A partner from Goodwin Proctor’s IP litigation group told Regulatory Affairs Professionals Society (RAPS) he expects interchangeability will be demonstrated via a “high-powered study.” But what does this mean? More work in the clinical space in the conditions that would typically be extrapolated? Perhaps these applications will require extensive switching studies along the same scale as the NOR-SWITCH study. Either way, this suggests the end of the abbreviated pathway for biosimilars. Perhaps more analytical work could be expected, but wouldn’t this suggest that the data for an already-approved biosimilar was lacking something?

It’s perhaps important to note the U.S. and Australia are the only two countries taking a clear regulatory stance on interchangeability to date. Last year, Australia became the first nation to recommend “A-flagging,” or pharmacy substitution. The European Medicines Agency (EMA) has not taken a stance on interchangeability, but EU countries encouraging switching have found biosimilars to be as safe and effective as a biologic.

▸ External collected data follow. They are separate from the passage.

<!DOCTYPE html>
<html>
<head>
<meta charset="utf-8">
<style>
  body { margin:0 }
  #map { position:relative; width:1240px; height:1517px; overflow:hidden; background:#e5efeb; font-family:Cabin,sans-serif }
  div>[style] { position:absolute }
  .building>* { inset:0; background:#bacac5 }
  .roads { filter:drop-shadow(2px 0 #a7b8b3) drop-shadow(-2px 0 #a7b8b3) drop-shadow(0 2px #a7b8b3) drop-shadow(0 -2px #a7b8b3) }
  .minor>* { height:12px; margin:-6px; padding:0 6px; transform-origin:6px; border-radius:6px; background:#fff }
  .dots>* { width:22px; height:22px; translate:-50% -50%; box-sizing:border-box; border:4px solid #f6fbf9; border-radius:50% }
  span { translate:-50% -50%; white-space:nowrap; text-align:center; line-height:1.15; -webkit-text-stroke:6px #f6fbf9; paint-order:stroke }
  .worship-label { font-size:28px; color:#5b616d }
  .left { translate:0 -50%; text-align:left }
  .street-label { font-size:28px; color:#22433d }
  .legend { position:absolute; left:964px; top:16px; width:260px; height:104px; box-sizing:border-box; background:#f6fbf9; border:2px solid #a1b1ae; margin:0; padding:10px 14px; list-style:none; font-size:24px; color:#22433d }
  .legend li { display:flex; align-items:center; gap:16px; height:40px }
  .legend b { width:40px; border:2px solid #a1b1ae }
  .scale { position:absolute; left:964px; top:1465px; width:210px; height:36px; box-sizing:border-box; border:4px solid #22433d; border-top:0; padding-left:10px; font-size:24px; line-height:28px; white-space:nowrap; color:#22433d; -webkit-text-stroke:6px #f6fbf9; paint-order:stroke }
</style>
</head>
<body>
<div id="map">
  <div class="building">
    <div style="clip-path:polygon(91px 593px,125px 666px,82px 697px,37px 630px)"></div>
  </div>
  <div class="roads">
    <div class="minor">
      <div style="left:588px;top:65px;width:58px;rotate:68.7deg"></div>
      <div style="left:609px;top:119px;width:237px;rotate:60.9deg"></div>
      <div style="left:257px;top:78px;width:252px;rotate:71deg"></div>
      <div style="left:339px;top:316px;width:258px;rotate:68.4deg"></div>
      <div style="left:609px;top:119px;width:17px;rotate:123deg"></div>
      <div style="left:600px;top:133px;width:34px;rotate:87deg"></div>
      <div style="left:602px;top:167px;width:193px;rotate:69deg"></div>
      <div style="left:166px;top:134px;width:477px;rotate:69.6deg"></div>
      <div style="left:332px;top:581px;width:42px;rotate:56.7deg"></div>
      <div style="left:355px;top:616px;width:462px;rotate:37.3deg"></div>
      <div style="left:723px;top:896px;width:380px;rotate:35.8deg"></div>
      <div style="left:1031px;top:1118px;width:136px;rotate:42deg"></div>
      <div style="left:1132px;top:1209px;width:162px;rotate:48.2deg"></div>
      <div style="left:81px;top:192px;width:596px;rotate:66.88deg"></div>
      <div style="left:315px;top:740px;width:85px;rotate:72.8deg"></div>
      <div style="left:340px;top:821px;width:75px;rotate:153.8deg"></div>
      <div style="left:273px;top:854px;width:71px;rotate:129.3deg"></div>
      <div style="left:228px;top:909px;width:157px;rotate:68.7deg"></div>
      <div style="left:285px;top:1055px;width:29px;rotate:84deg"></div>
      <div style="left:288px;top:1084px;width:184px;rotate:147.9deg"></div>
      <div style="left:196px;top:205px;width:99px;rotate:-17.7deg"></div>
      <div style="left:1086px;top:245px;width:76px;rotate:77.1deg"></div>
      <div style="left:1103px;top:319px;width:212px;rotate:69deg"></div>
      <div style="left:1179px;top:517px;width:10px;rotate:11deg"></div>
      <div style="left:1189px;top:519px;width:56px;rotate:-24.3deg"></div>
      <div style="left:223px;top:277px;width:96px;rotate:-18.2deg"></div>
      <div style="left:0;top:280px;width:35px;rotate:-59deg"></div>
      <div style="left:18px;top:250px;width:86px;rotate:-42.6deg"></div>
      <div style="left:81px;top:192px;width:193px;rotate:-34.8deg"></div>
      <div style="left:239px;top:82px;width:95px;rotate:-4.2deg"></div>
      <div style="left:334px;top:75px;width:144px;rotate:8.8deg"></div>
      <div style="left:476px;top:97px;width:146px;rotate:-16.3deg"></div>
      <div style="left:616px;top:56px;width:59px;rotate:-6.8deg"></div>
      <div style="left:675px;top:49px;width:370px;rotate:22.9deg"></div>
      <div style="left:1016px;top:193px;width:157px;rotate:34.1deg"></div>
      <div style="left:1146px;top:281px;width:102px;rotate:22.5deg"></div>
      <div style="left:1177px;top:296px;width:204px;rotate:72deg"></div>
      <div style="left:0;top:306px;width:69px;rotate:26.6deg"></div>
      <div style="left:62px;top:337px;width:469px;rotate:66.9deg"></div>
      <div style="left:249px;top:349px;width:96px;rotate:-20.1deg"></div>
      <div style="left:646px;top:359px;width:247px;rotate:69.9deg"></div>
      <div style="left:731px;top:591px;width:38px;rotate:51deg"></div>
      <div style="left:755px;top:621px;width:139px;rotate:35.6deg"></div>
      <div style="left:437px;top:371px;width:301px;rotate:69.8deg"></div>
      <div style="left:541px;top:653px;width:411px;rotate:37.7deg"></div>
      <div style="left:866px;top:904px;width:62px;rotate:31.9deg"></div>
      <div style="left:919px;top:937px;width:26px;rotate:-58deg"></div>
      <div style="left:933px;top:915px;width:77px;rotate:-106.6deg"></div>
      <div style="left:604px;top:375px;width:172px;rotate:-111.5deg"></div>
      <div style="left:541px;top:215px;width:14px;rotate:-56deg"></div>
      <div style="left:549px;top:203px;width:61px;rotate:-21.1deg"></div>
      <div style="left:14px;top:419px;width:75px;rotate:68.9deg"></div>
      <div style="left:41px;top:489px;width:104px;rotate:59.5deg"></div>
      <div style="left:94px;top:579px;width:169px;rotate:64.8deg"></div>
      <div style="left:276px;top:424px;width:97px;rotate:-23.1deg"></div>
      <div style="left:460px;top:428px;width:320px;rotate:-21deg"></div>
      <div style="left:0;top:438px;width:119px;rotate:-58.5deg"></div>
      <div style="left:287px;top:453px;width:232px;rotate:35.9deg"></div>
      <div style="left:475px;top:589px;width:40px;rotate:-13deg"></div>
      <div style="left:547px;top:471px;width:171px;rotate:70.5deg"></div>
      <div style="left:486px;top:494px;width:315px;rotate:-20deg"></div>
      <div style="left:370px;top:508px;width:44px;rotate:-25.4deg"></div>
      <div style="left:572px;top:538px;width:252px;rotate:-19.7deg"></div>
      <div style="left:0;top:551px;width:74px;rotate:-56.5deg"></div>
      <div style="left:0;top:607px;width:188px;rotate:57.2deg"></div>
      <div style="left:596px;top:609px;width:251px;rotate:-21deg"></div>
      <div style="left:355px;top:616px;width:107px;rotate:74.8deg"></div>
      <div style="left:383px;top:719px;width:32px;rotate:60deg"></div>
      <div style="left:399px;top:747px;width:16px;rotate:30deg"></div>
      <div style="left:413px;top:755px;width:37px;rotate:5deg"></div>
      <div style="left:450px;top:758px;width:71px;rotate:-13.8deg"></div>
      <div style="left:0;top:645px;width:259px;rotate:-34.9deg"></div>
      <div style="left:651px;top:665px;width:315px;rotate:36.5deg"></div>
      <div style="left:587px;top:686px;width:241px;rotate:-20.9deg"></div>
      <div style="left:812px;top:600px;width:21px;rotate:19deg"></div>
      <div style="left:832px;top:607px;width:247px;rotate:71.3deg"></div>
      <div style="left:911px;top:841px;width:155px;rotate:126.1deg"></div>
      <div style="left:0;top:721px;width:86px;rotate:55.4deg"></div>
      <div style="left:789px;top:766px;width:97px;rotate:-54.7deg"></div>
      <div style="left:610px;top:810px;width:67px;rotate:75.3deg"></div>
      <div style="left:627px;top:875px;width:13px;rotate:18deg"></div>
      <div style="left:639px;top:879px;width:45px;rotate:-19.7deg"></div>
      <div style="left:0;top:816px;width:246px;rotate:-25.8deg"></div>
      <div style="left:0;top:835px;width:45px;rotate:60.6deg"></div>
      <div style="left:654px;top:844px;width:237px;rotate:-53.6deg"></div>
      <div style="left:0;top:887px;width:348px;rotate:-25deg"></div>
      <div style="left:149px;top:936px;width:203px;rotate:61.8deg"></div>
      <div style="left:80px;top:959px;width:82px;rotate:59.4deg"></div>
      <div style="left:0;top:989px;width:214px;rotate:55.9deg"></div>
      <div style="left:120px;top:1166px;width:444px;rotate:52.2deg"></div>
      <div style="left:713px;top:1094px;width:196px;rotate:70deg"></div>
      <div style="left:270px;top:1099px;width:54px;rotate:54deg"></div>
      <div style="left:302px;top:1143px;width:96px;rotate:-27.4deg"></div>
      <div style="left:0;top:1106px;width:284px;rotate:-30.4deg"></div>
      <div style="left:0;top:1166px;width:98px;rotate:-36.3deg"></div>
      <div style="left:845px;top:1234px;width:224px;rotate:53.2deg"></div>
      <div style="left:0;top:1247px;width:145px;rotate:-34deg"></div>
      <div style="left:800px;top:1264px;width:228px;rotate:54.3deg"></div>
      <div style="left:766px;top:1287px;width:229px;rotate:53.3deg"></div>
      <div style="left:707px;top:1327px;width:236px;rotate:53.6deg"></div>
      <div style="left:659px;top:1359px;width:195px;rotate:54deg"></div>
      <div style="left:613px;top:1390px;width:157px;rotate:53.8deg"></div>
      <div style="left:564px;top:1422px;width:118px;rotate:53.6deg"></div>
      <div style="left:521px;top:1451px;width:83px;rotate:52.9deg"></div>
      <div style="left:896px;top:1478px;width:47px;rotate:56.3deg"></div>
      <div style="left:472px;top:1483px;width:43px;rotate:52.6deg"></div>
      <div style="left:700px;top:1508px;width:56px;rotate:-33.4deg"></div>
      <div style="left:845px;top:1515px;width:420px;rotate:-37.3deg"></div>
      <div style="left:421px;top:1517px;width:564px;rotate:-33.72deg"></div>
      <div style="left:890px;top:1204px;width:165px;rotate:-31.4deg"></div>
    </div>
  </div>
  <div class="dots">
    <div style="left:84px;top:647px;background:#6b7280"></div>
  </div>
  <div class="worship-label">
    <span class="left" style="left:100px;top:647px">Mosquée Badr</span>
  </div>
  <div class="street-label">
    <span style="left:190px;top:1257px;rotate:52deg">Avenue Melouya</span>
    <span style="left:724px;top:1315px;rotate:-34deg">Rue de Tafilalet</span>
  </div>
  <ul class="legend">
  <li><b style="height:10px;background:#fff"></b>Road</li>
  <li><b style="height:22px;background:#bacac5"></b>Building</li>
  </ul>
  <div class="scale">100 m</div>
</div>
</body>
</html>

In the biologics space, the industry is well familiar with the concept that no two batches of a biologic or biosimilar will be exactly the same. The 63 percent of pharmacists who felt an interchangeable biosimilar would be better labeled with just the nonproprietary name, like identical small molecule generics, spoke to the seeming superiority of interchangeables. But as all stakeholders wait with bated breath for how a candidate can “meet additional standards” in the U.S., I’m left wondering if the regulatory concept of interchangeability isn’t just an ideal drugmakers can’t truly attain.